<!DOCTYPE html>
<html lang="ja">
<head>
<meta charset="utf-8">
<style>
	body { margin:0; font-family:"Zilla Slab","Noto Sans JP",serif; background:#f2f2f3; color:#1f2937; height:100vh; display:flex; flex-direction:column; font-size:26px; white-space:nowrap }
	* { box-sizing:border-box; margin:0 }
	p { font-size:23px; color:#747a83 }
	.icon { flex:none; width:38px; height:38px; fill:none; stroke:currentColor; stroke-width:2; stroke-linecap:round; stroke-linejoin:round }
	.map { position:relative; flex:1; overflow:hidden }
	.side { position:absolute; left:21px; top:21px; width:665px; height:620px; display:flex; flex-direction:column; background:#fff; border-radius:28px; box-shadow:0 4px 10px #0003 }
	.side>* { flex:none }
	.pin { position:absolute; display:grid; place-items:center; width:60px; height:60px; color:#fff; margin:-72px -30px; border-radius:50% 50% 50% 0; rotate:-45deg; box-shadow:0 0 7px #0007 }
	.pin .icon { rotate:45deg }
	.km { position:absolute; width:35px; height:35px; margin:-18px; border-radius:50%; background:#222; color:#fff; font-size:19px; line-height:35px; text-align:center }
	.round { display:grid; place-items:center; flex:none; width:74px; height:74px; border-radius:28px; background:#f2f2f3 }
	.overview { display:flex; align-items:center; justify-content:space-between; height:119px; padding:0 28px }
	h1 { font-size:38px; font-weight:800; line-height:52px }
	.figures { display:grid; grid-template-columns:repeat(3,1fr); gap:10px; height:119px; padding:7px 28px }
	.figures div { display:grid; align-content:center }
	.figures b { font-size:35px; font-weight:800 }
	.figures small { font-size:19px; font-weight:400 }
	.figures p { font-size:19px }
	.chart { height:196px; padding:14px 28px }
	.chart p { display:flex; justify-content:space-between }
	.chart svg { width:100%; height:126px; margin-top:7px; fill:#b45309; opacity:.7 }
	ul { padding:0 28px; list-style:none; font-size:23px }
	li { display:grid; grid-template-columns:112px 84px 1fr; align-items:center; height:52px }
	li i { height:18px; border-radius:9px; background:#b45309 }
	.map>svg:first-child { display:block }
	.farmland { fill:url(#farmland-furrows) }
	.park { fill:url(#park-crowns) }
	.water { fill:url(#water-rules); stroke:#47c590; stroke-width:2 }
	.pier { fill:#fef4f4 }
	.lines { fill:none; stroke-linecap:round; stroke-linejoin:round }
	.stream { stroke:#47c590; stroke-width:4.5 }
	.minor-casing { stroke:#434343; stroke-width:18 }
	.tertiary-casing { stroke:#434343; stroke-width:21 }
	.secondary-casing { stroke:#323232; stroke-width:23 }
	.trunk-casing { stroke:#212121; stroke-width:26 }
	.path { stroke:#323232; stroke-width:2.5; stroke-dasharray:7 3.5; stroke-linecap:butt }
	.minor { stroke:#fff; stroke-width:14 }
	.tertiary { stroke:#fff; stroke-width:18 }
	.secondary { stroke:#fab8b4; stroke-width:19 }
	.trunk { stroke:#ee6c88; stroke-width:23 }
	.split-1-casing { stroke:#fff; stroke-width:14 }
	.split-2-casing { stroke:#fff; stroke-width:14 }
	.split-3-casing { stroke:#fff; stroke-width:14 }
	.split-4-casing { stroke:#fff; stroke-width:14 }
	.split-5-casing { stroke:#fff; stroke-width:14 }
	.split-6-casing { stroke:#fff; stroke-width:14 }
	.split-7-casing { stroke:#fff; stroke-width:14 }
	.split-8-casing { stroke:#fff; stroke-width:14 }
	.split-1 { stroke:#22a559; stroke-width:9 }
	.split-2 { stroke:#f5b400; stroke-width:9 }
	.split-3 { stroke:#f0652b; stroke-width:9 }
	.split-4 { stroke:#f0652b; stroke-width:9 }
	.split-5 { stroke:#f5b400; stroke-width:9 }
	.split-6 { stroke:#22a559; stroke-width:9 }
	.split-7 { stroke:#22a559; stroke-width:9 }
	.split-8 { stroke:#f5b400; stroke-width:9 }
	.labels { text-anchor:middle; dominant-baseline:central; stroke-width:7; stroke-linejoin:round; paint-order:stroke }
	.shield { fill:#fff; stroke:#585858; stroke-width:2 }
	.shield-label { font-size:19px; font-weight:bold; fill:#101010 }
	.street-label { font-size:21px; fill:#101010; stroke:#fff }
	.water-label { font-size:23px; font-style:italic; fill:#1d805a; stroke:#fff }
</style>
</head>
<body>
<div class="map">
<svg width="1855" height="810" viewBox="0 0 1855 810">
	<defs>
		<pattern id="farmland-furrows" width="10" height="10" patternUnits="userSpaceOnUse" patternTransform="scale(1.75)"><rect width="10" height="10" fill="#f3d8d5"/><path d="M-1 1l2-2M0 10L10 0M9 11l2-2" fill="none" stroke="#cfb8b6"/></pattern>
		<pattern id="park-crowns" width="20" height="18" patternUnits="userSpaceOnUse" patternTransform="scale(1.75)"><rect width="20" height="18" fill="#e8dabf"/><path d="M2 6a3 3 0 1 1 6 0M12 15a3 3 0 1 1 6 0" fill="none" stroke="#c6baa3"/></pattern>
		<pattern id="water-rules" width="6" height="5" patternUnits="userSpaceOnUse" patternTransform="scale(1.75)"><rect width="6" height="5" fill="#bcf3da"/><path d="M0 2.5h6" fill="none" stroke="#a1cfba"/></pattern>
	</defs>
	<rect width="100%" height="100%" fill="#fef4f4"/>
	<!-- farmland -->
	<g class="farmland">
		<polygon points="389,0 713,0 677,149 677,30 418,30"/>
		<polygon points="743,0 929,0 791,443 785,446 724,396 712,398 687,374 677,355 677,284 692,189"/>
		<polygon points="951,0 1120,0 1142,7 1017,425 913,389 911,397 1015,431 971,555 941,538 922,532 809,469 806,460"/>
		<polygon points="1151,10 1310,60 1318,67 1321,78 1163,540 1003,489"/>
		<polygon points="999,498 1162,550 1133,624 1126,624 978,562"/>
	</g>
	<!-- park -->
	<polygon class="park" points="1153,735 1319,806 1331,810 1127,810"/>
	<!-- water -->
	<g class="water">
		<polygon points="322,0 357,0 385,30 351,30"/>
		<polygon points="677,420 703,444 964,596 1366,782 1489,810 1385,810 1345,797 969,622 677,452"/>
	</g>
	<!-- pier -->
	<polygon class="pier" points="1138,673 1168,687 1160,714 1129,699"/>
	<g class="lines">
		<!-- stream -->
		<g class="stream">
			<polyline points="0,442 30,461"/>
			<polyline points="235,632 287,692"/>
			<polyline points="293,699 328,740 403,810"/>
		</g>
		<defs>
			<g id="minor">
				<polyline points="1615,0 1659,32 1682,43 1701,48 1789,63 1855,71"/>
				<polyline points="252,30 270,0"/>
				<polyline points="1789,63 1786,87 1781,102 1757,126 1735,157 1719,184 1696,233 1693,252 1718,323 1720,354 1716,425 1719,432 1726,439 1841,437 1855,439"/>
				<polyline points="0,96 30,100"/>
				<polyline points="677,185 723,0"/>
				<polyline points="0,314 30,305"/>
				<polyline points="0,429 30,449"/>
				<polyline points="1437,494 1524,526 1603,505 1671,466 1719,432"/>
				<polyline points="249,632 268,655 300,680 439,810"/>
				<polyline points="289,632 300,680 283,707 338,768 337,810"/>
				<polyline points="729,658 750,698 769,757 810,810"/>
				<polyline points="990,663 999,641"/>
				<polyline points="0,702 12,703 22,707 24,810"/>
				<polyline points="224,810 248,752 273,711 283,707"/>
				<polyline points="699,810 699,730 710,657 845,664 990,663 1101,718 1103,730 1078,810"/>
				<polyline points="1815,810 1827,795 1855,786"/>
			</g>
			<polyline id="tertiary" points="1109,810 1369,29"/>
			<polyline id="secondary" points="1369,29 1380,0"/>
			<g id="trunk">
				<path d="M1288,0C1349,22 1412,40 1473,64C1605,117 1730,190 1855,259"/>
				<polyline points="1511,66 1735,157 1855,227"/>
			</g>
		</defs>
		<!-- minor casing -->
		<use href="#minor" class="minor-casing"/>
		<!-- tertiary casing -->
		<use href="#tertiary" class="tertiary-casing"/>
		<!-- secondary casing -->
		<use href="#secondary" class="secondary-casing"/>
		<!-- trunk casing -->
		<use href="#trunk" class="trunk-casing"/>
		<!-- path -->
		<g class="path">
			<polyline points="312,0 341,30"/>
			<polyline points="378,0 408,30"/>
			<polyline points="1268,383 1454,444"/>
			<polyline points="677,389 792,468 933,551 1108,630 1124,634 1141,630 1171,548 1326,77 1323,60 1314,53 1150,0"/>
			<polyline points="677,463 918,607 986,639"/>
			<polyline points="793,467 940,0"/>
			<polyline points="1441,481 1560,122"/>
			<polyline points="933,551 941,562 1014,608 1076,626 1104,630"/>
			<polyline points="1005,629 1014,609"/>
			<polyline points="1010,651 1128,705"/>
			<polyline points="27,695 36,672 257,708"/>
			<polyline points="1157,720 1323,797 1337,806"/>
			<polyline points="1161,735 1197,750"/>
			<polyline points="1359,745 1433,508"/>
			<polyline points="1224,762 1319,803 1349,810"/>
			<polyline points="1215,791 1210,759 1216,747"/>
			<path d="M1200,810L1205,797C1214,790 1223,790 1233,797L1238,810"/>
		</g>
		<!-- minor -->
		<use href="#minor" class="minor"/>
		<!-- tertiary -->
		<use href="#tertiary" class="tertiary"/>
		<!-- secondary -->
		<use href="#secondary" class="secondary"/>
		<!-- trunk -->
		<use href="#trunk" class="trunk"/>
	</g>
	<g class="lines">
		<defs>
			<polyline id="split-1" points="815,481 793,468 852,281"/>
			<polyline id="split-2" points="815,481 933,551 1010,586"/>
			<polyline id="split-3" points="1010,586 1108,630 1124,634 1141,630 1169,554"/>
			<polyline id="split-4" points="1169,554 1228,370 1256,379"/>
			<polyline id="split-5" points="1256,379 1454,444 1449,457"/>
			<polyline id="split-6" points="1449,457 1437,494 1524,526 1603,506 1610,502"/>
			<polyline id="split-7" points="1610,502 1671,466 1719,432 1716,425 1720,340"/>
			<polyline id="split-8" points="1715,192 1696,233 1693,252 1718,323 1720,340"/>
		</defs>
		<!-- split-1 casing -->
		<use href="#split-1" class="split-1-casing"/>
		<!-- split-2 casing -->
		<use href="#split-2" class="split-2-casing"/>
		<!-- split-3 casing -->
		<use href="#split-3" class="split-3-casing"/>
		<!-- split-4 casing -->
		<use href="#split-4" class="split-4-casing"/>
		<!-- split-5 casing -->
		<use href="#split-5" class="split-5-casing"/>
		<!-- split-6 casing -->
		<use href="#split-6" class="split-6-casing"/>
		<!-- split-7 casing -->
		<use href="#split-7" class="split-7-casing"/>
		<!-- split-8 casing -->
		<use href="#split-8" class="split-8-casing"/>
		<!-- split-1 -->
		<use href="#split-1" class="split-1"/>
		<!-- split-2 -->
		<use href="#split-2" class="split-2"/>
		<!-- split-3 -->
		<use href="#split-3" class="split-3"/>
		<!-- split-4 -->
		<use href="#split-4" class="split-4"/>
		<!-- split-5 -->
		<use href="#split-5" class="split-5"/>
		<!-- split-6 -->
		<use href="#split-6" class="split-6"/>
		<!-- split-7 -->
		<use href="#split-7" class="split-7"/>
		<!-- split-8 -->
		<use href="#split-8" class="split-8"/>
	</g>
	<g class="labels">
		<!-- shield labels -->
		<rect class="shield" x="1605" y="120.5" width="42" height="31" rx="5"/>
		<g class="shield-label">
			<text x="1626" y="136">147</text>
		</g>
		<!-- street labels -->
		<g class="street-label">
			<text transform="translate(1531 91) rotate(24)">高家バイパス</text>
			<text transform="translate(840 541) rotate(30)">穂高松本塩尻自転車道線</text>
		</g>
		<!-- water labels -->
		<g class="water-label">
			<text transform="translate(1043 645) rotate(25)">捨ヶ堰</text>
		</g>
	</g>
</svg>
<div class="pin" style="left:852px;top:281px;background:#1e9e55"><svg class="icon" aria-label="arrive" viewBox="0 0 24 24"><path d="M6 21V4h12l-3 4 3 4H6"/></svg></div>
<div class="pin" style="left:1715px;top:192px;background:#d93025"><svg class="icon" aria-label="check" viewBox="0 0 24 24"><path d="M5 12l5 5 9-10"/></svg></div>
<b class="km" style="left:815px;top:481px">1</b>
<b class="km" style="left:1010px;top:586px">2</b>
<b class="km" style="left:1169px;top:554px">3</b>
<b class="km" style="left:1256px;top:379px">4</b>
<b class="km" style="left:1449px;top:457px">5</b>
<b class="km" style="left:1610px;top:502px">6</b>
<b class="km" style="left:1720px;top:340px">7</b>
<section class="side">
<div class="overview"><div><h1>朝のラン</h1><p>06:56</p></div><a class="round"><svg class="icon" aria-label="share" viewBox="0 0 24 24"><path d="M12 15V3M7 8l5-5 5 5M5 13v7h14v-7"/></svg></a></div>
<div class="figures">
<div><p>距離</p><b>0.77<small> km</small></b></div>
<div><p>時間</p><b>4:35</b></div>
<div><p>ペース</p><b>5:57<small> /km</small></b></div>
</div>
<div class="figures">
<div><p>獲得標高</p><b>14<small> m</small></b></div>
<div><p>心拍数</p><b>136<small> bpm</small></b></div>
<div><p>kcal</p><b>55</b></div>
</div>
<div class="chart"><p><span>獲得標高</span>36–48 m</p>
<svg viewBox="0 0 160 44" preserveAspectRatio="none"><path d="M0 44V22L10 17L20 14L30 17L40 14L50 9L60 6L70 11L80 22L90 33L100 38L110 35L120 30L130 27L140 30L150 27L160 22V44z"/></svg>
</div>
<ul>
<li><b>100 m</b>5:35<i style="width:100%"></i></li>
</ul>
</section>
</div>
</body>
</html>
_ _ _ _
_ASSIGNED TASK_.
The lines above may hold the string "獲得標高". Say how many do, and give only that number.

_RESULT_.
2